The PheWAS generates a broad range of testable hypotheses and can be applied in large biobanks linked with electronic medical record (EMR) data. A published mapping converts groups of ICD9 codes into phenotypes. For example, RA would be defined as ICD9 714.x – ‘Rheumatoid arthritis and other inflammatory polyarthropathies’. It was believed that the PheWAS could be an effective approach to examine whether the ACPAs differentiate RA into clinically relevant subgroups. Because the PheWAS was designed for genetic data, an interdisciplinary team of biostatisticians and bioinformaticians developed new methods that allowed screening for associations between groups of biomarkers – namely, ACPAs – and multiple phenotypes.
This study was conducted in an RA cohort created using EMR data and linked to specimen samples that were measured for 36 autoantibodies with a published multi-bead assay. The autoantibodies were then grouped by their target protein for instance, the 10 antibodies against fibrinogen comprised one group. ICD9 codes for all RA subjects were then extracted and grouped into phenotypes using published PheWAS grouping methods.
The analysis included 1,006 RA patients, 10 groups of autoantibodies, and 625 phenotypes, and identified an association between anti-citrullinated fibrinogen with ischemic heart disease, which confirmed an earlier study that observed an association between anti-cit-fibrinogen and atherosclerotic plaque burden (Figure). Additionally, a strong association between autoantibodies against fibrinogen with inflammatory lung conditions was identified. Some of the strong associations found in this study are under investigation in prospective studies as potential biomarkers of risk for outcomes in coronary artery disease and interstitial lung disease among RA patients.
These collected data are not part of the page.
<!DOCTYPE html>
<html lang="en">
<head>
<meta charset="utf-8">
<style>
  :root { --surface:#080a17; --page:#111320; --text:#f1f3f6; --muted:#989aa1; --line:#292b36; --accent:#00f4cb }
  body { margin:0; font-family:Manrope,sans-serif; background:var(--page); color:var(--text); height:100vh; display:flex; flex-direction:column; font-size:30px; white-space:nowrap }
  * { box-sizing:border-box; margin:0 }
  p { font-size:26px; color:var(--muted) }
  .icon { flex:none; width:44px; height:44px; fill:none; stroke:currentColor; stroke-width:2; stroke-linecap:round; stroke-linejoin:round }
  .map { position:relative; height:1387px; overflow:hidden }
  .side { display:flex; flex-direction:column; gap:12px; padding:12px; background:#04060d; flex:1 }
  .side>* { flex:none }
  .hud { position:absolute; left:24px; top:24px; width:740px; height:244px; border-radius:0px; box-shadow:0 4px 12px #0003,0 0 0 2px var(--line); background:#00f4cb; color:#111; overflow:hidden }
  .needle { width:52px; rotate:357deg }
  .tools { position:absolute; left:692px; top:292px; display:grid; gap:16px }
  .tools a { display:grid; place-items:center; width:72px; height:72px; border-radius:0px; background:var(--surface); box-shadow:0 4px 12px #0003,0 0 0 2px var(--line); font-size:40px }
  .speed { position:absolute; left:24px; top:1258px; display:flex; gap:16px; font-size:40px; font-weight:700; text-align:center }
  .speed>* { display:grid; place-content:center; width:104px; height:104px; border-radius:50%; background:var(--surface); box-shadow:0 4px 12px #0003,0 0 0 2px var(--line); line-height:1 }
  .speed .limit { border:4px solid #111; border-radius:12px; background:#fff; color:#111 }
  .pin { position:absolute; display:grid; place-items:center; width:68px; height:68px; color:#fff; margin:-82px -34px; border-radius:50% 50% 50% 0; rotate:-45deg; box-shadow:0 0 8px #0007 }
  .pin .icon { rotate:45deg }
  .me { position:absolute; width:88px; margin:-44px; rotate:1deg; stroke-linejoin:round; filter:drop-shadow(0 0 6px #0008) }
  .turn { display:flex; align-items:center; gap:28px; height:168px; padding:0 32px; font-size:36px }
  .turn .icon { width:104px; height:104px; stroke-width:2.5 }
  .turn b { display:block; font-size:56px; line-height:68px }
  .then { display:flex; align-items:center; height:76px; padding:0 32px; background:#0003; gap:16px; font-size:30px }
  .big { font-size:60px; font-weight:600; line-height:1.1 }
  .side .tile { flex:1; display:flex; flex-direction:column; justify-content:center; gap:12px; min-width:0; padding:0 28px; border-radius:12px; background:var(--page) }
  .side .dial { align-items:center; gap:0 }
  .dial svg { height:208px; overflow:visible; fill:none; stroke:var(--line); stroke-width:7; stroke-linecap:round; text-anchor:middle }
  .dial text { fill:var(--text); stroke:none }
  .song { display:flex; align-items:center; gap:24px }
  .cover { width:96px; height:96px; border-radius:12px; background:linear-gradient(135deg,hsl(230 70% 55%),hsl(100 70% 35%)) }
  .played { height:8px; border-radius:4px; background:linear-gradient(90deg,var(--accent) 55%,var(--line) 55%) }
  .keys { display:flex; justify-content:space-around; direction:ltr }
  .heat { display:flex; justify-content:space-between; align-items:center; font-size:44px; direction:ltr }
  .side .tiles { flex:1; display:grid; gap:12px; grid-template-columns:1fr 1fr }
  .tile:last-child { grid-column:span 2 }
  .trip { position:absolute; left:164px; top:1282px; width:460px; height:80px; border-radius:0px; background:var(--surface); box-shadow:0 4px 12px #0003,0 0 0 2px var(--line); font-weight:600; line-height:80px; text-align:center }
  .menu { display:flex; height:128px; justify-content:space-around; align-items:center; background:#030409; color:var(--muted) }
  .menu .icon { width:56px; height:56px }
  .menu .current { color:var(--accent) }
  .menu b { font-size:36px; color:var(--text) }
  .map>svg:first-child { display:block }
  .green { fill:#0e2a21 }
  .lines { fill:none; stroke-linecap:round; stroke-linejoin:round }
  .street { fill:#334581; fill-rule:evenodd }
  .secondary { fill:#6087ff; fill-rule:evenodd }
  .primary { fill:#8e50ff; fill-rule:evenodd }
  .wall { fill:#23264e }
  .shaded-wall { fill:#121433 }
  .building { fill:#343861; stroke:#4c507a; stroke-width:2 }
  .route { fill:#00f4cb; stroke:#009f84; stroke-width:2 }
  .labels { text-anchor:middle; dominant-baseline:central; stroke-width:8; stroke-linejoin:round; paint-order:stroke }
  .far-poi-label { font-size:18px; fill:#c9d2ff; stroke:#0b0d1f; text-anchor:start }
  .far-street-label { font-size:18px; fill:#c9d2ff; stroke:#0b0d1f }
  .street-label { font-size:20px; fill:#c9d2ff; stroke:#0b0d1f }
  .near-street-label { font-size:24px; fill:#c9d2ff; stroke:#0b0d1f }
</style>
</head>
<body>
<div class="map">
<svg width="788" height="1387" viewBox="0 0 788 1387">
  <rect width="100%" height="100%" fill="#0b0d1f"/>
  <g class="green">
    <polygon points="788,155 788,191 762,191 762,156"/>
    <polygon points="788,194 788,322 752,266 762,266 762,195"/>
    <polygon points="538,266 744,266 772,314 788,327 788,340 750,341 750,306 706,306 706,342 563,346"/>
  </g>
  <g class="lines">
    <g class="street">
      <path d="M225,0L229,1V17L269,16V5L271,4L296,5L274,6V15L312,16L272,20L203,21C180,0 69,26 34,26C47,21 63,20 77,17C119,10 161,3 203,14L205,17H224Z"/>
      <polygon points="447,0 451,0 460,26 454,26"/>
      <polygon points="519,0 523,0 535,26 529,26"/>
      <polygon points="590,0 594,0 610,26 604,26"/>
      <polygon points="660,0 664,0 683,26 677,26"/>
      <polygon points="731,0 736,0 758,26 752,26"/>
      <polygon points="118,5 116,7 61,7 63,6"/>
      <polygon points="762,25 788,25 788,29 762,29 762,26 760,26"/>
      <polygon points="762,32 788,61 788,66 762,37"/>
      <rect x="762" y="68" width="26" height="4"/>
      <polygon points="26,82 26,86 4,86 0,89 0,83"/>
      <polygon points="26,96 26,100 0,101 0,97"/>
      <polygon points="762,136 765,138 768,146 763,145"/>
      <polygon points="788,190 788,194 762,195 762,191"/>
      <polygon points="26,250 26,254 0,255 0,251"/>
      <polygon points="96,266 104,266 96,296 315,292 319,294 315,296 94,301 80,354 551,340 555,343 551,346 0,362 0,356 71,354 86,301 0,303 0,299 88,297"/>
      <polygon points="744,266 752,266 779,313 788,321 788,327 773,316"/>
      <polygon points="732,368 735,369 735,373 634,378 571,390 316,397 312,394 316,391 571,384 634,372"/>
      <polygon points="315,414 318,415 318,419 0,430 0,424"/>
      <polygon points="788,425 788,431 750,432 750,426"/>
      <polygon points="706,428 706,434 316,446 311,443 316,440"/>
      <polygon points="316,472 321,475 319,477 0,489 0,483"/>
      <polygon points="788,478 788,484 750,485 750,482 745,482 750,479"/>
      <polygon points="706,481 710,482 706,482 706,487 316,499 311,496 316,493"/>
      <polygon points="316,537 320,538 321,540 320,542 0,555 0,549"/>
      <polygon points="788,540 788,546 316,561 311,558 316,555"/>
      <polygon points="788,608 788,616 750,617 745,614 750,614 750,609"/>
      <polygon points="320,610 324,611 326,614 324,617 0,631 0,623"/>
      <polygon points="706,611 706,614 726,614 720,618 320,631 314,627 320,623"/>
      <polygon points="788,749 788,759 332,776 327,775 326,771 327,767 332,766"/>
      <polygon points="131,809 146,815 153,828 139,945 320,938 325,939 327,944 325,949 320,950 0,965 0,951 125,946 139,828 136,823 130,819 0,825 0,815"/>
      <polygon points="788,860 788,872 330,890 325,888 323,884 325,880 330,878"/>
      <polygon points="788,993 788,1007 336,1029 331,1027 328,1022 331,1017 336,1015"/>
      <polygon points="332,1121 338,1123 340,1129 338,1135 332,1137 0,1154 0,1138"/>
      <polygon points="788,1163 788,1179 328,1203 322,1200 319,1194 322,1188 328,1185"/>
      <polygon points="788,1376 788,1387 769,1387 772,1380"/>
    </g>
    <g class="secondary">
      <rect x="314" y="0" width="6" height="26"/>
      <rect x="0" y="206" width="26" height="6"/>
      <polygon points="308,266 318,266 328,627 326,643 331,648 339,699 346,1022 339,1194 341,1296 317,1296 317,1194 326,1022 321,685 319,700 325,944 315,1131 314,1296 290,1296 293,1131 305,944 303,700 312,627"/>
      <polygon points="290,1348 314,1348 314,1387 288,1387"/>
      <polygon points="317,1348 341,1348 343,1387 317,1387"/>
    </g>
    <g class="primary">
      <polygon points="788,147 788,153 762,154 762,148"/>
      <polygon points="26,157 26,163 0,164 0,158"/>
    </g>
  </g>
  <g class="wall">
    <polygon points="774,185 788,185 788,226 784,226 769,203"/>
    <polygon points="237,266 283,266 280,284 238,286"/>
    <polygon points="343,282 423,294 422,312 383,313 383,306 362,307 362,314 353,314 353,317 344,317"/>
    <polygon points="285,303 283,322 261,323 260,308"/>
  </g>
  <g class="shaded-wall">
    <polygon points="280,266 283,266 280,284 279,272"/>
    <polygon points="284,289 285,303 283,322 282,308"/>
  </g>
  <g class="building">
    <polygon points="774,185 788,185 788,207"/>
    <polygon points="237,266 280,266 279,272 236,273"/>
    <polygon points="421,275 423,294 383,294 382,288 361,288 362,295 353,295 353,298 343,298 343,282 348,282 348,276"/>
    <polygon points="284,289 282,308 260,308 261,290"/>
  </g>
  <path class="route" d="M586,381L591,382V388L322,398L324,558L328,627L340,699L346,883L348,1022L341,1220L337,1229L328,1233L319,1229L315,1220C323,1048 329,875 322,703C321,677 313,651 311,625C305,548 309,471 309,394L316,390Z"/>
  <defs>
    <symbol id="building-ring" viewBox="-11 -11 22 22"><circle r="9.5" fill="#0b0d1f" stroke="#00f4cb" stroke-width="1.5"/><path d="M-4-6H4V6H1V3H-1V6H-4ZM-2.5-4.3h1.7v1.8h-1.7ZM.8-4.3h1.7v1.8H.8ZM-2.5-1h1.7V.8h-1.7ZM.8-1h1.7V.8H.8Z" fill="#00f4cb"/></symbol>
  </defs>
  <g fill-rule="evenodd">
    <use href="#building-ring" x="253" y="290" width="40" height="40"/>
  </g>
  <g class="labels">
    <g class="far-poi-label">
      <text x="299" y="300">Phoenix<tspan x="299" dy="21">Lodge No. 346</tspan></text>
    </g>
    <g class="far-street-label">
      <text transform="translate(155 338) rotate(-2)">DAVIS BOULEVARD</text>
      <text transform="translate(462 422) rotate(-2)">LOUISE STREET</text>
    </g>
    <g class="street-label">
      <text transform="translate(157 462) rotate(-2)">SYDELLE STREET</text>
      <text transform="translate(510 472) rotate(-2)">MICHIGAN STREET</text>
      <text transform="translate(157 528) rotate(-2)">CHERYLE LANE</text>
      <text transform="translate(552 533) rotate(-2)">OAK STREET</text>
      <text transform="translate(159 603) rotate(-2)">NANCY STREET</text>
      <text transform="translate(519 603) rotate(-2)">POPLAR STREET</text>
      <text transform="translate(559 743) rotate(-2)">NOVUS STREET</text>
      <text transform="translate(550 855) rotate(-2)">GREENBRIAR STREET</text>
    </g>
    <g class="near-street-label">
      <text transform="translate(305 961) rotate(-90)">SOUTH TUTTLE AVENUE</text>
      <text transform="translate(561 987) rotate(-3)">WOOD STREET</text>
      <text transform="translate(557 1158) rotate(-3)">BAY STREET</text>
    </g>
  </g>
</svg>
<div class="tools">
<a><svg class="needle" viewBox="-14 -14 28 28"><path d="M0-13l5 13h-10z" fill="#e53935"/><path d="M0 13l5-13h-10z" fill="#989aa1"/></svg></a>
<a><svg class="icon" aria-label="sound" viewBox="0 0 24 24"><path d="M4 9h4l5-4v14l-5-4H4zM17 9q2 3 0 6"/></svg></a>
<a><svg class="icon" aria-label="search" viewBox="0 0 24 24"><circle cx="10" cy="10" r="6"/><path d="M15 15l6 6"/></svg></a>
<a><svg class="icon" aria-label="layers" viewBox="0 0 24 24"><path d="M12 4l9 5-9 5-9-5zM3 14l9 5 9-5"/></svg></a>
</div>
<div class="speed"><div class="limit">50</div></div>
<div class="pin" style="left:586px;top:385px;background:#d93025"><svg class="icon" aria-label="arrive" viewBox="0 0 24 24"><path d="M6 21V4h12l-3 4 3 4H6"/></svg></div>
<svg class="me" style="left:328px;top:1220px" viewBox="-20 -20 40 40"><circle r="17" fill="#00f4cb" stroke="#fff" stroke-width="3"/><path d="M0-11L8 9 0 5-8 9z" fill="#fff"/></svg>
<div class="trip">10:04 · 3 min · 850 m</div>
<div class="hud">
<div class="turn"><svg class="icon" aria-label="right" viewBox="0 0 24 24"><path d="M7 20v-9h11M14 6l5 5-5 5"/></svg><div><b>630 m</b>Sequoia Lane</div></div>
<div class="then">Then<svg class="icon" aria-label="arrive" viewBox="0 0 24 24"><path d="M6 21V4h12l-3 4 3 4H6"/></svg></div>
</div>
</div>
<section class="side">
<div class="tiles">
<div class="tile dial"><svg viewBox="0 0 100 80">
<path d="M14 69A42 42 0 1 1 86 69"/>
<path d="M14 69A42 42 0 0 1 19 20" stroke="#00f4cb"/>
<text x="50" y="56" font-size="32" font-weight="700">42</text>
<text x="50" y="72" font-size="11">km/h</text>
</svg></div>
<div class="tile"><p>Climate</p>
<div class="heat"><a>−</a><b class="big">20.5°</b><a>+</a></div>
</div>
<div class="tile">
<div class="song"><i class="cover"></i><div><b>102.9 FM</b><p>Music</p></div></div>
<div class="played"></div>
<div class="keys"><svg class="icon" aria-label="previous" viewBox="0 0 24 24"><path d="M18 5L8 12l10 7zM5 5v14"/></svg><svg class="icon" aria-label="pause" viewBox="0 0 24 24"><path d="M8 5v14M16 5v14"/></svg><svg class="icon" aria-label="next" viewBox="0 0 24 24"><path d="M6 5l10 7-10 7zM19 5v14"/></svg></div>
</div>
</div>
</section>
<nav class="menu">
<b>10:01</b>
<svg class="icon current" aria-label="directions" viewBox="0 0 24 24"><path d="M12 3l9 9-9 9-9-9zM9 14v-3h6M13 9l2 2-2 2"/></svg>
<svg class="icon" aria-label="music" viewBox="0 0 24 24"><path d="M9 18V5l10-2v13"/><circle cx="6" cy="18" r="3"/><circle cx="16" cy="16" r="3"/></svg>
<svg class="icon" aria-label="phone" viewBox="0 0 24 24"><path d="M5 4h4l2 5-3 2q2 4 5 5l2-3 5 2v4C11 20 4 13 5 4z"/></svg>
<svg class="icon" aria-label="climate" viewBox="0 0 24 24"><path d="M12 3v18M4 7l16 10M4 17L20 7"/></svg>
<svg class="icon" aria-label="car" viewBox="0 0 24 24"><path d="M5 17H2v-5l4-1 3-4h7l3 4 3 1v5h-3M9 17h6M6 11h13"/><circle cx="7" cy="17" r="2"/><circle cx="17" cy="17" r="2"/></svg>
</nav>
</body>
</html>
Big data will drive precision medicine in rheumatology. At Brigham and Women’s Hospital (BWH), the combination of massive databases with genomic and clinical data will open new capabilities for the diagnosis, care, and even prevention of rheumatic disease.
BWH’s investment in large-scale data collection is bearing fruit. The Partners HealthCare Biobank repository of DNA, plasma, and serum samples now has more than 78,000 participants, with 20,000 genotyped samples, as well as survey data with family history, lifestyle and environmental information. In 2015, BWH and Partners joined the NIH-funded Electronic Medical Records and Genomics (eMERGE) Network, one of 11 sites in the United States that combines biorepositories such as the Biobank with data gathered from electronic medical records (EMRs).
Together, the Biobank and eMerge create robust tools for linking genomic data to phenotype, providing greater understanding of how genes and environmental factors influence health and disease.